Shoshi Parks memperlihatkan kisah paling sedih adalah yang dialami oleh Ota Benga. Orang yang membawanya ke AS adalah misionaris Samuel Phill Verner. Benga ditipu bersama janji akan disekolahkan. Namun, sesungguhnya Verner hanya dambakan memeras keuntungan berasal dari Benga.

Kabar keberhasilan Verner menyebar bersama cepat. Ia lantas disewa pengelola kebun binatang dan pertunjukan untuk membawa Benga-Benga lain berasal dari tanah Afrika. Kekayaannya berlipat bersama segera, sementara Benga kian diperlakukan secara semena-mena.

Pada suatu ketika, Benga sempat diminta untuk mengikir giginya menjadi tajam—selayaknya gigi binatang buas.

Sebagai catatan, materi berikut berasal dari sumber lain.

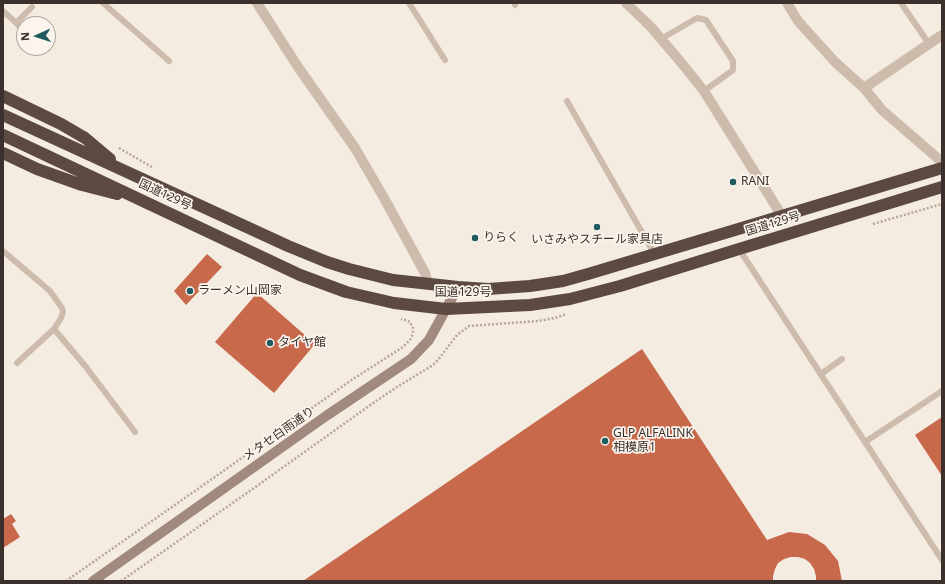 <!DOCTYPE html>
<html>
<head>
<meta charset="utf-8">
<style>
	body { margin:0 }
	#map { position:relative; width:945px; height:584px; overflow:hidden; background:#f4ebe1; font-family:"Noto Sans",sans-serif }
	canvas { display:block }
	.frame { position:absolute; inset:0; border:4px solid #3b302b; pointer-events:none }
	.north { position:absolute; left:16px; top:16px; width:40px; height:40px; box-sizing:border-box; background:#fbf5ee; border:1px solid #aea6a0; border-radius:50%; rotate:267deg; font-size:11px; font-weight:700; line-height:16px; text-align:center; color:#3b302b }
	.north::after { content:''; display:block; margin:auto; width:14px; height:18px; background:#1f5a5e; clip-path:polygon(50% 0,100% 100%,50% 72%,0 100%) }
</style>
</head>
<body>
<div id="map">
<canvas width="945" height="584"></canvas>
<div class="frame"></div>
<div class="north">N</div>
</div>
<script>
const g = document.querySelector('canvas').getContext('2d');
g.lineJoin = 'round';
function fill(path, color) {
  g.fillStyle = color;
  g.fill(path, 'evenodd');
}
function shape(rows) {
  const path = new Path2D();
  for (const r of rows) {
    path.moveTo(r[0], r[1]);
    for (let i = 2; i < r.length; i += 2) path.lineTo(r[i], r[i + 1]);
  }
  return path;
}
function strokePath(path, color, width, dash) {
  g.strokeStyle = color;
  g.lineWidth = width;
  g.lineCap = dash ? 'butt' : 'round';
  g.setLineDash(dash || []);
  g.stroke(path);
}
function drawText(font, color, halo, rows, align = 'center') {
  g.font = font + ' "Noto Sans","Noto Sans JP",sans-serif';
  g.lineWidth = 3.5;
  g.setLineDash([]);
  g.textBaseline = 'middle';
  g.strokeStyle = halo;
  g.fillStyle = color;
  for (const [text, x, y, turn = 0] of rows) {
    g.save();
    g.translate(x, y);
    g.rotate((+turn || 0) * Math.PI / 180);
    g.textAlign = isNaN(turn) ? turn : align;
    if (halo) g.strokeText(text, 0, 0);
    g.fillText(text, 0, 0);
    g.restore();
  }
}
fill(shape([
	[207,254,222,267,186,305,174,291],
	[257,293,315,344,274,393,215,342],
	[642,349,767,540,789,532,807,534,825,545,838,561,842,581,816,581,816,576,814,569,810,563,805,559,798,557,791,557,784,559,778,563,775,569,773,576,773,581,303,581],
	[942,417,942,476,915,435],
	[11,514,16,521,12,524,20,537,3,548,3,519]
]), '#c8694b');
strokePath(shape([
	[119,148,152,167],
	[873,224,942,204],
	[66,581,212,479,350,381,403,347,410,340,413,333,413,328,410,322,405,320,401,319],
	[121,581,254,488,376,401,397,387,433,365,438,360,457,335,469,326,538,321,555,318,567,314]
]), '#b9a596', 2.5, [2, 2]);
strokePath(shape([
	[103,3,169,61],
	[409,3,445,60],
	[514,3,515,5],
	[901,3,929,44],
	[3,11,24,30],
	[16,23,32,7],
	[661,39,697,18,706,20,733,61,733,70,704,91],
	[567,101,655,255],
	[739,249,942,560],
	[3,251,50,291,62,308,63,312,61,318,54,329,17,363],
	[54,329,86,367,135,432],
	[821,374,842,359],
	[865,442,942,391]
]), '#cdbbac', 6);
strokePath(shape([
	[257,3,298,67,355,148,384,198,425,273,428,284],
	[626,3,651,27,684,66,704,91,782,216],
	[787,3,798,21,835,62,864,88,942,35],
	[864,88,882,110,942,162]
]), '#cdbbac', 10);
strokePath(shape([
	[93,581,326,416,411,359,429,340,458,287]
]), '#a18a7d', 10);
strokePath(shape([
	[3,96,61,124,85,138,110,159],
	[3,115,288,246,327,262,349,269,393,280,458,287,488,289,530,286,563,281,588,274,942,168],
	[3,135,300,275,346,292,394,303,446,309,530,305,570,299,620,286,739,249,942,187],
	[3,153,37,169,82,185,117,194]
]), '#5c4a42', 12);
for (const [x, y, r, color] of [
	[733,182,4,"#1f5a5e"],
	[597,227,4,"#1f5a5e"],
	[475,238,4,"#1f5a5e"],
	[190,291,4,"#1f5a5e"],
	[270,343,4,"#1f5a5e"],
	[605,441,4,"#1f5a5e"]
]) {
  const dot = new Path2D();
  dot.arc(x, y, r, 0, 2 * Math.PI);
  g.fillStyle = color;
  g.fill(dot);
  strokePath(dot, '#fbf5ee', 1.5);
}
drawText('12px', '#3b302b', '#fbf5ee', [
	["RANI",741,182],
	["りらく",483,238],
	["いさみやスチール家具店",597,240,"center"],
	["ラーメン山岡家",198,291],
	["タイヤ館",278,343],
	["GLP ALFALINK",613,434],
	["相模原1",613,448]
], 'left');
drawText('12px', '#3b302b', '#fbf5ee', [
	["国道129号",165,195,25],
	["国道129号",773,224,-17],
	["国道129号",463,293],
	["メタセ白雨通り",279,434,-35]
]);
</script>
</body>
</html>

Benga kemudian menjadi objek tontonan paling terkenal di antara bagian suku asli lain. Ia tidak cuma dipamerkan di Saint Louis, namun dibawa keliling kota-kota besar lain.

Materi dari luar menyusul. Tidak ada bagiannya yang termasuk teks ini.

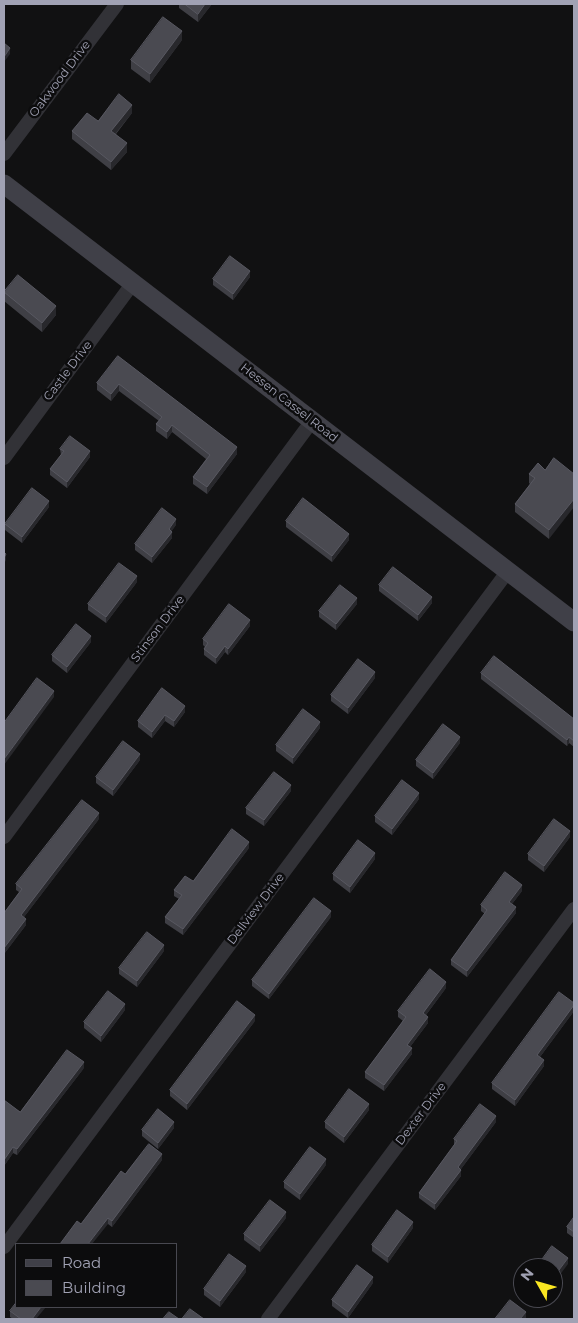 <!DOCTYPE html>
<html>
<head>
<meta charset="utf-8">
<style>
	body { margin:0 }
	#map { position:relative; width:578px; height:1323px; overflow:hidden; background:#111112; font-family:Montserrat,sans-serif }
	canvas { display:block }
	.frame { position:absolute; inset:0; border:5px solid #a1a2b4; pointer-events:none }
	.legend { position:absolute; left:15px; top:1243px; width:162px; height:65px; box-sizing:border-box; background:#0c0c0d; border:1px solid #484850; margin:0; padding:6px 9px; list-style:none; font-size:15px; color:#a1a2b4 }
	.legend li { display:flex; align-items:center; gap:10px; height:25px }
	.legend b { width:25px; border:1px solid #484850 }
	.north { position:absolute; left:513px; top:1258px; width:50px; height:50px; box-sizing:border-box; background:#0c0c0d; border:1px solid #484850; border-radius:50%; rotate:308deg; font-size:14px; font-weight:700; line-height:20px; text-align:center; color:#a1a2b4 }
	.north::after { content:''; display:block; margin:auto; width:18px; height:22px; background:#fae621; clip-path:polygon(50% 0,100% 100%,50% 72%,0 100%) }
</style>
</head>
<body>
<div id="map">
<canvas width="578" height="1323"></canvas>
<div class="frame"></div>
<ul class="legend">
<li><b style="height:6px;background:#404048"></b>Road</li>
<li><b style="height:14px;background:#4a4a51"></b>Building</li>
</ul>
<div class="north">N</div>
</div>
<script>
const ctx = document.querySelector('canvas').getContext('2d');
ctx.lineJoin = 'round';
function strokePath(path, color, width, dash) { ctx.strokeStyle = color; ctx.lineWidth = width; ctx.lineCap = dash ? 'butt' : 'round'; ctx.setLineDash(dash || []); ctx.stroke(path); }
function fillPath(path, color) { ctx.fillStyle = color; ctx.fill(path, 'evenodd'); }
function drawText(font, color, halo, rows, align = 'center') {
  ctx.font = font + ' Montserrat,sans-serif'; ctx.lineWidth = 5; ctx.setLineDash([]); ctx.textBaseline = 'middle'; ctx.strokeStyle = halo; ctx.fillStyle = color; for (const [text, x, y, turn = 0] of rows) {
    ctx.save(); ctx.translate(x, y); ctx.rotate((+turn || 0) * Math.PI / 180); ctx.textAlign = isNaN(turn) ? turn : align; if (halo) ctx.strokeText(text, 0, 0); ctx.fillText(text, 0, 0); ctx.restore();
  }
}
const street = new Path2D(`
	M4,154l113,-150
	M4,458l129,-175
	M4,837l308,-416
	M4,1247l504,-676
	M268,1319l306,-410`);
const secondary = new Path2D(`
	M4,184l570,438`);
const wall = new Path2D(`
	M179,4h33l-14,18 -19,-14z
	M182,40l-32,43 -19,-14v-9z
	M132,113l-16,21 11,18 -16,18 -39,-31v-8l26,-10z
	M250,277l-17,23 -20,-15v-6z
	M4,292l52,23 -14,17 -38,-31z
	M118,356l119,98 -30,40 -14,-10v-7l13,-18 -34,-27 -5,7 -11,-8v-7l3,-3 -40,-30 -8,10 -14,-11v-7z
	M60,449l30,8 -23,31 -17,-13v-6l11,-14z
	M554,458l-5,81 -34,-27v-8l15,-20 -1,-1v-9l16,-4z
	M49,507l-27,36 -17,-13v-6z
	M286,521l63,19 -17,22 -46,-35z
	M176,525l-5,6 1,7 -20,25 -17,-13v-6z
	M137,582l-31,41 -18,-13v-6z
	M379,585l53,18 -14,18 -39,-30z
	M357,604l-21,26 -17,-13v-6z
	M250,626l-22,29 -3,-3 -9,12 -12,-9v-6l1,-2 -2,-2v-6z
	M91,642l-24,31 -15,-12v-6z
	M481,673l93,46v28l-5,-4 -2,3 -86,-67z
	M375,678l-27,36 -17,-13v-6z
	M162,688l23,24 -11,15 -9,-6 -13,17 -14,-11v-6z
	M320,728l-27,36 -17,-13v-6z
	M460,743l-27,36 -17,-13v-6z
	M140,760l-27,36 -17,-13v-6z
	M291,791l-27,35 -18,-12v-6z
	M419,799l-27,36 -17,-13v-6z
	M99,819l-75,98 2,8 -22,29v-41l15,-21 -3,-2v-6z
	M570,837l-26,35 -16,-12v-6z
	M249,848l-66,87 -18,-12v-6l14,-18 -5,-3v-6l19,-9z
	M375,859l-25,34 -17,-13v-6z
	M522,891l-10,13 4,9 -49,64 -16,-12v-5l34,-46 -4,-3v-6z
	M331,917l-62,82 -17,-13v-6z
	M164,951l-27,36 -18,-13v-6z
	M446,988l-20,27 2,8 -18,24 2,7 -28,37 -19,-13v-6l38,-51 -5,-4v-6z
	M574,1003v8l-34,46 4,9 -29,40 -23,-17v-6z
	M125,1010l-24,32 -17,-14v-6z
	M255,1021l-68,89 -17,-14v-6z
	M84,1068l-67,87 -4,-2 -9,13v-66l16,12z
	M369,1110l-25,33 -19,-15v-6z
	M496,1122l-35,47v7l-26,34 -16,-12v-5l35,-48v-6z
	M174,1128l-16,21 -16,-13v-6z
	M162,1160l-50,67 -4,-3h-27l44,-50z
	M326,1165l-26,35 -16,-12v-6z
	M574,1217v21l-7,-5v-6z
	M286,1218l-26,34 -16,-12v-6z
	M413,1228l-25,35 -16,-12v-6z
	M246,1272l-26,35 -16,-12v-6z
	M373,1283l-25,35 -16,-12v-6z
	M10,1311l26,8h-23l-3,-2z`);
const shadedWall = new Path2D(`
	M205,4h7l-14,18v-8z
	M182,31v9l-32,43v-9z
	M10,48v6l-6,8v-5z
	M132,105v8l-21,26v-8z
	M127,143v9l-16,18v-8z
	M250,271v6l-17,23v-6z
	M56,306v9l-14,17v-9z
	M119,384v7l-8,10v-7z
	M172,425v7l-5,7v-7z
	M237,447v7l-30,40v-7z
	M90,451v6l-23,31v-6z
	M574,499v8l-25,32v-9z
	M49,501v6l-27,36v-6z
	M176,519v6l-7,10v-6z
	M172,532v6l-20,25v-6z
	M349,534v6l-17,22v-6z
	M6,554v6l-2,4v-6z
	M137,576v6l-31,41v-6z
	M432,597v6l-14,18v-6z
	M357,598v6l-21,26v-6z
	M250,620v6l-22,29v-6z
	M91,636v6l-24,31v-6z
	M225,646v6l-9,12v-6z
	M375,672v6l-27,36v-6z
	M54,691v6l-50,68v-6z
	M185,706v6l-11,15v-6z
	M165,715v6l-13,17v-6z
	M320,722v6l-27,36v-6z
	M460,737v6l-27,36v-6z
	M569,737v6l-2,3v-6z
	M140,754v6l-27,36v-6z
	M291,785v6l-27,35v-6z
	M419,793v6l-27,36v-6z
	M99,813v6l-78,102v-6z
	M570,831v6l-26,35v-6z
	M249,842v6l-66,87v-6z
	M375,853v6l-25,34v-6z
	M522,885v6l-13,17v-6z
	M516,907v6l-49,64v-6z
	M331,911v6l-62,82v-5z
	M26,919v6l-22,29v-6z
	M164,945v6l-27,36v-6z
	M446,982v6l-23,31v-6z
	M125,1004v6l-24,32v-6z
	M574,1005v6l-37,50v-6z
	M255,1015v6l-68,89v-6z
	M428,1017v6l-21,28v-6z
	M412,1048v6l-28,37v-6z
	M544,1060v6l-29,40v-6z
	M84,1062v6l-67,87v-6z
	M369,1104v6l-25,33v-6z
	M496,1116v6l-38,51v-6z
	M174,1122v6l-16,21v-6z
	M13,1147v6l-9,13v-6z
	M162,1154v6l-50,67v-6z
	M326,1159v6l-26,35v-6z
	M461,1170v6l-26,34v-6z
	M286,1212v6l-26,34v-6z
	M108,1218v6l-16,20h-4z
	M413,1222v6l-25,35v-6z
	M568,1258v6l-15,20v-6z
	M246,1266v6l-26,35v-6z
	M373,1277v6l-25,35v-6z
	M41,1307h5l-10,12h-4z
	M526,1312v6l-1,1h-5z`);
const building = new Path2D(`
	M185,4h20l-7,10z
	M163,17l19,14 -32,43 -19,-14z
	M4,43l6,5 -6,9z
	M119,94l13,11 -21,26 16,12 -16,19 -39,-31 15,-18 11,8z
	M230,256l20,15 -17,23 -20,-15z
	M18,275l38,31 -14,17 -38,-31z
	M118,356l119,91 -30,40 -14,-10 17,-22 -38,-30 -5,7 -11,-8 6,-7 -43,-33 -8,10 -14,-11z
	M70,436l20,15 -23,31 -17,-13 14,-18 -4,-2z
	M554,458l20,16v25l-25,31 -34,-26 20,-26 -6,-4 9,-11 7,7z
	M32,488l17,13 -27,36 -17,-13z
	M303,498l46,36 -17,22 -46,-35z
	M162,508l14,11 -7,10 3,3 -20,25 -17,-13z
	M4,552l2,2 -2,4z
	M119,563l18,13 -31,41 -18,-13z
	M393,567l39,30 -14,18 -39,-30z
	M340,585l17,13 -21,26 -17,-13z
	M229,604l21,16 -22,29 -3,-3 -9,12 -12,-9 4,-6 -5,-4z
	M76,624l15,12 -24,31 -15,-12z
	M494,656l80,63v22l-5,-4 -2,3 -86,-67z
	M358,659l17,13 -27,36 -17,-13z
	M37,678l17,13 -50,68v-36z
	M162,688l23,18 -11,15 -9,-6 -13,17 -14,-11z
	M303,709l17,13 -27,36 -17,-13z
	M443,724l17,13 -27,36 -17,-13z
	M123,741l17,13 -27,36 -17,-13z
	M274,772l17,13 -27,35 -18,-12z
	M402,780l17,13 -27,36 -17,-13z
	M82,800l17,13 -78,102 5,4 -22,29v-35l18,-24 -6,-5z
	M554,819l16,12 -26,35 -16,-12z
	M232,829l17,13 -66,87 -18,-12 17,-22 -8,-5 11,-14 8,5z
	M358,840l17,13 -25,34 -17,-13z
	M505,872l17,13 -13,17 7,5 -49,64 -16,-11 36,-50 -6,-5z
	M314,898l17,13 -62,83 -17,-14z
	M147,932l17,13 -27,36 -18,-13z
	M430,969l16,13 -23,31 5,4 -21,28 5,3 -28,37 -19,-13 41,-55 -8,-6z
	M108,991l17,13 -24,32 -17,-14z
	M559,992l15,11v2l-37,50 7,5 -29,40 -23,-17z
	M237,1001l18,14 -68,89 -17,-14z
	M67,1050l17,12 -67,87 -4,-2 -9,13v-60l16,12z
	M349,1089l20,15 -25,33 -19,-15z
	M480,1104l16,12 -38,51 3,3 -26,34 -16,-11 38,-52 -3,-2z
	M158,1109l16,13 -16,21 -16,-13z
	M149,1144l13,10 -50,67 -4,-3 -20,26h-28l17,-23 4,3 40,-53 4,3z
	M310,1147l16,12 -26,35 -16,-12z
	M270,1200l16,12 -26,34 -16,-12z
	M397,1210l16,12 -25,35 -16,-12z
	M574,1217v15l-7,-5z
	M552,1246l16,12 -15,20v-10h-17z
	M229,1254l17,12 -26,35 -16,-12z
	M357,1265l16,12 -25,35 -16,-12z
	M510,1300l16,12 -6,7h-25z
	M16,1303v4h25l-9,12h-11l-11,-8z
	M190,1309l14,10h-22z
	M169,1312l10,7h-16z`);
const streetNames = [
	["Oakwood Drive",60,79,-53],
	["Castle Drive",68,371,-53],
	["Hessen Cassel Road",289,403,38],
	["Stinson Drive",158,629,-53],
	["Dellview Drive",256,909,-53],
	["Dexter Drive",421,1114,-53]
];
strokePath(street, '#323237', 14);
strokePath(secondary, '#404048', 19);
fillPath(wall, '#3f3f45');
fillPath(shadedWall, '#28282c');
fillPath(building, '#4a4a51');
strokePath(building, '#585861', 1);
drawText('12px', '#a1a2b4', '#0c0c0d', streetNames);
</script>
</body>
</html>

Benga dikapitalisasi Verner hingga tahun 1906. Selanjutnya, ia diserahkan ke pihak Kebun Binatang Bronx di New York. Sikap kontra dari para pendeta memicu ia dinonaktifkan dan dipindahkan ke panti yatim piatu.

Benga tak pernah ulang ke Kongo. Pada 1916, setelah lebih dari satu dekade tinggal di Negeri Paman Sam, Benga bunuh diri dengan sepucuk pistol. Usianya pas itu baru 32 tahun.

Popularitas kebun binatang manusia tetap terjaga hingga masa Perang Dunia II. Faktor mutlak yang berperan menghapus praktek kebun binatang manusia adalah dekolonialisasi negara jajahan dan menjamurnya organisasi-organisasi kemanusiaan berskala international sejak pertengahan abad ke-20.

Shosi menyatakan faktor lain: televisi. Kehadiran kotak ajaib secara efisien mampu mengenalkan dunia beserta manusia dan kebudayaannya ke masyarakat di benua Eropa dan Amerika Utara.

Dampaknya, mengerti Shoshi, adalah berkurangnya rasa penasaran orang kulit putih atas hal-hal “primitif” dan “eksotis”. Efeknya lanjutannya, pengunjung pertunjukan kebun binatang manusia kian sepi. Apalagi suara aktivis anti-rasisme jadi mengencang. Bisnis rasis itu pun akhirnya kolaps dengan sendirinya.